━━ Input material ━━

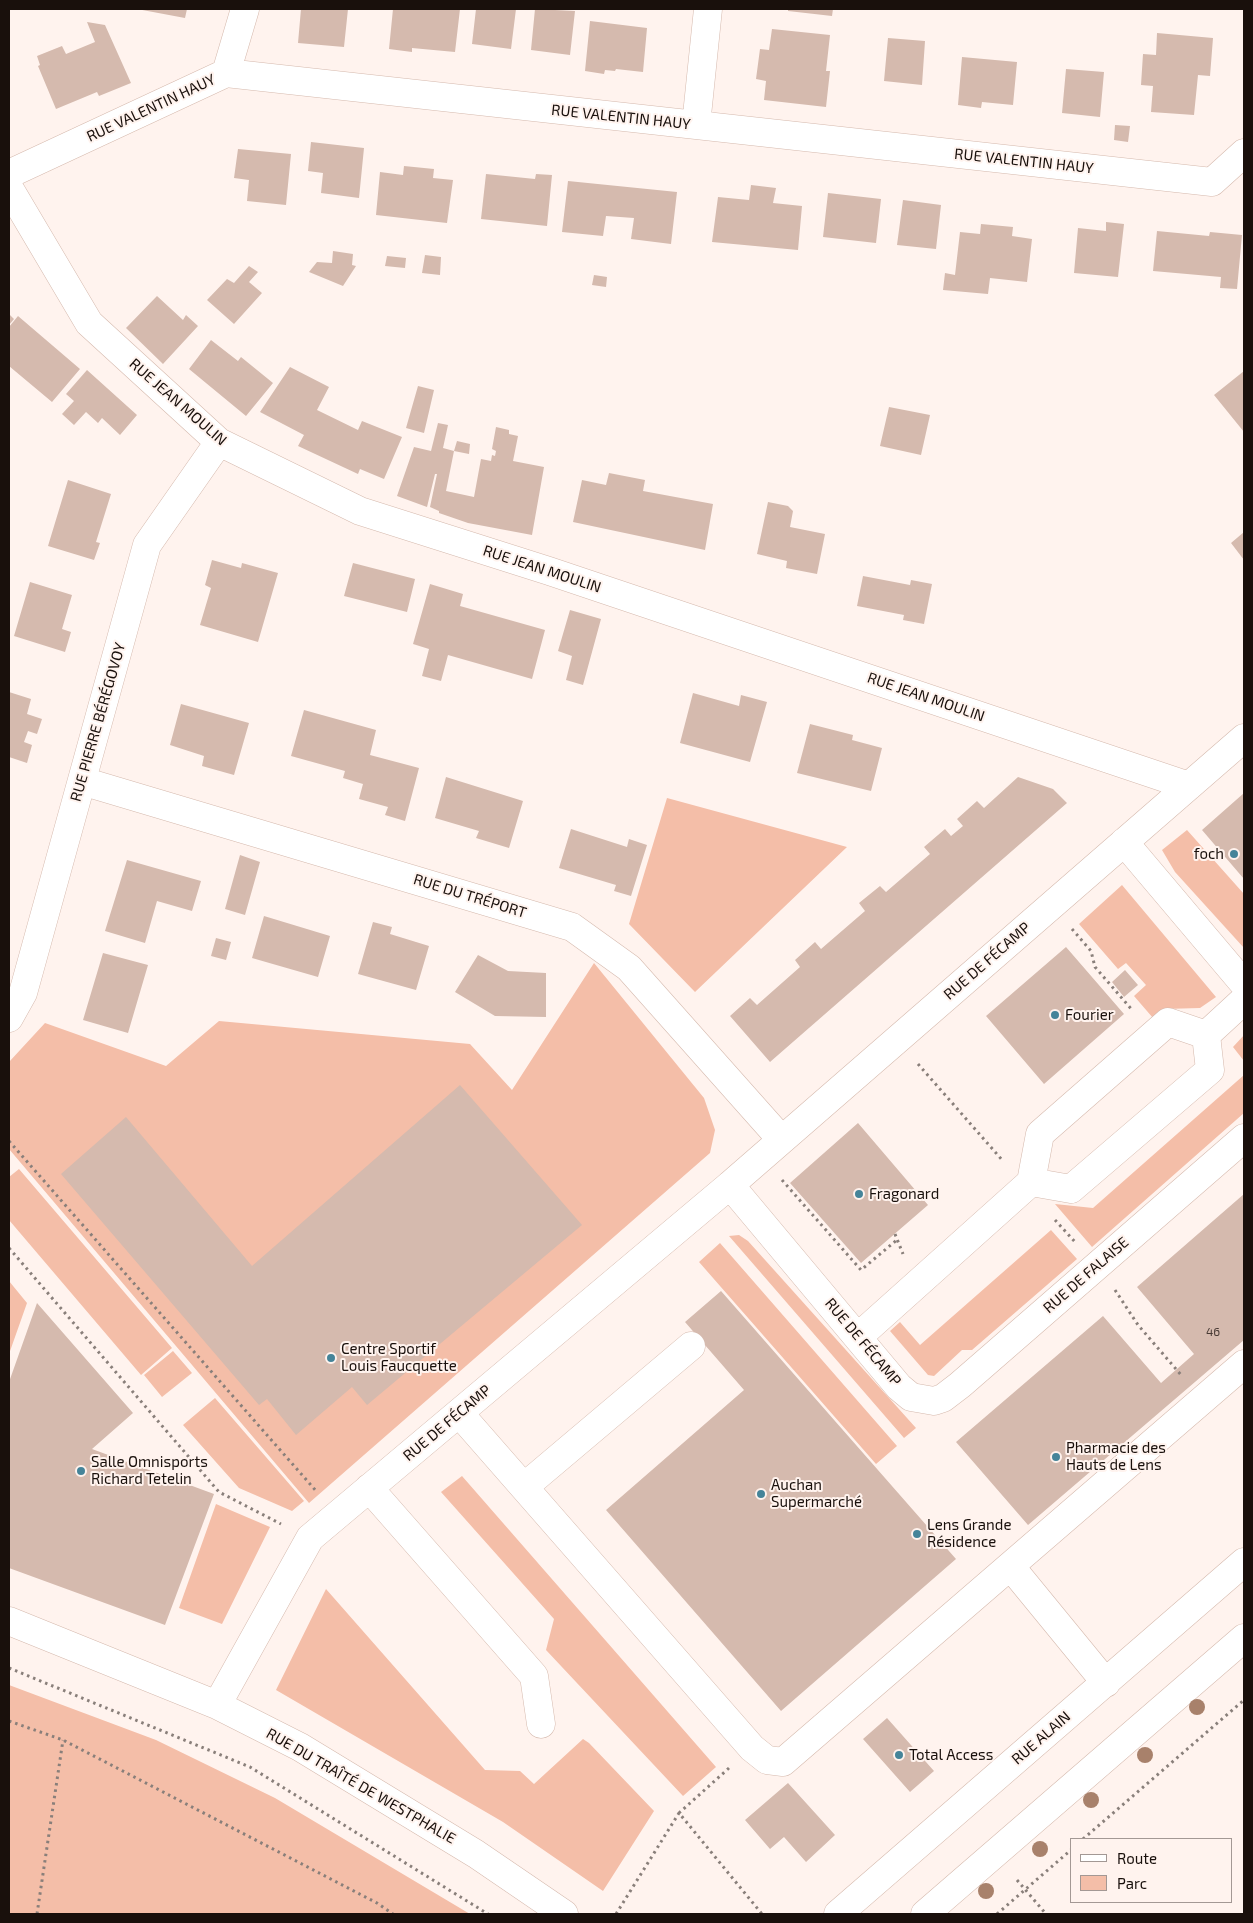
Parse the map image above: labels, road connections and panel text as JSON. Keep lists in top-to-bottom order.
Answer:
{
  "streets": {
    "street": [
      "RUE VALENTIN HAUY",
      "RUE JEAN MOULIN",
      "RUE PIERRE BÉRÉGOVOY",
      "RUE DU TRÉPORT",
      "RUE DE FÉCAMP",
      "RUE DE FALAISE",
      "RUE ALAIN",
      "RUE DU TRAÎTÉ DE WESTPHALIE"
    ]
  },
  "crossings": [
    ["RUE JEAN MOULIN", "RUE PIERRE BÉRÉGOVOY"],
    ["RUE JEAN MOULIN", "RUE DE FÉCAMP"],
    ["RUE PIERRE BÉRÉGOVOY", "RUE DU TRÉPORT"],
    ["RUE DU TRÉPORT", "RUE DE FÉCAMP"],
    ["RUE DE FÉCAMP", "RUE DE FALAISE"],
    ["RUE DE FÉCAMP", "RUE DU TRAÎTÉ DE WESTPHALIE"]
  ],
  "places": [
    "foch",
    "Fourier",
    "Fragonard",
    "Centre Sportif Louis Faucquette",
    "Pharmacie des Hauts de Lens",
    "Salle Omnisports Richard Tetelin",
    "Auchan Supermarché",
    "Lens Grande Résidence",
    "Total Access"
  ],
  "house_numbers": ["46"],
  "legend": ["Route", "Parc"]
}
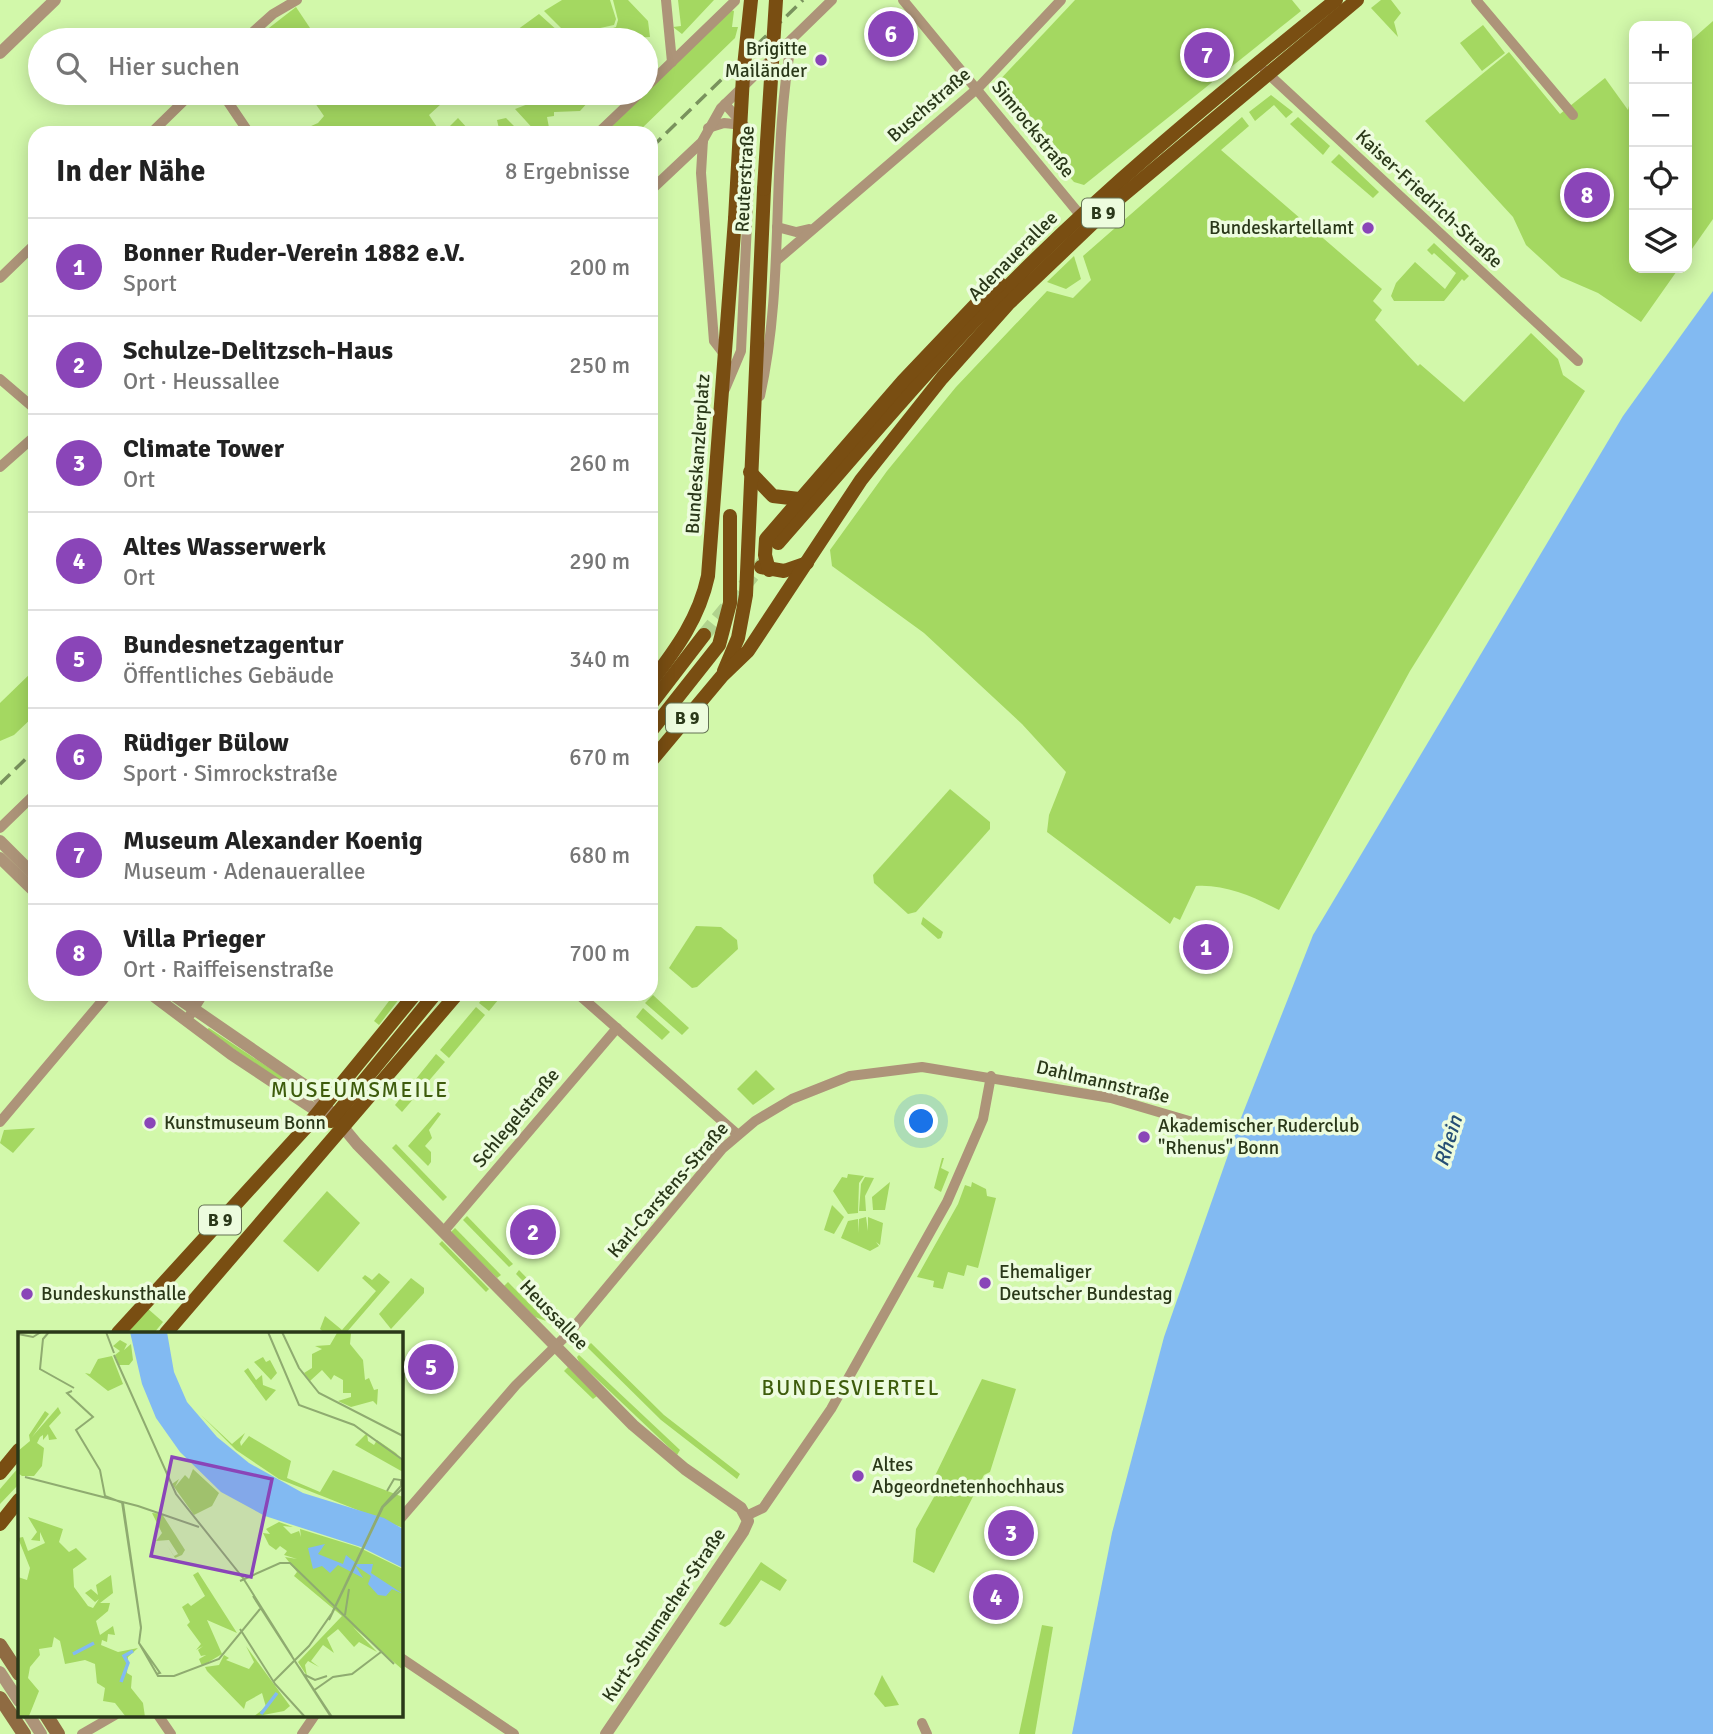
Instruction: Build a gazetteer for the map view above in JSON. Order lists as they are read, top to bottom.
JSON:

━━━

Problem statement:
Show each line in the data where the string "lists" appears.

Task response:
Parse the map image above: labels, road connections and panel text as JSON. Keep lists in top-to-bottom order.
Instruction: Build a gazetteer for the map view above in JSON. Order lists as they are read, top to bottom.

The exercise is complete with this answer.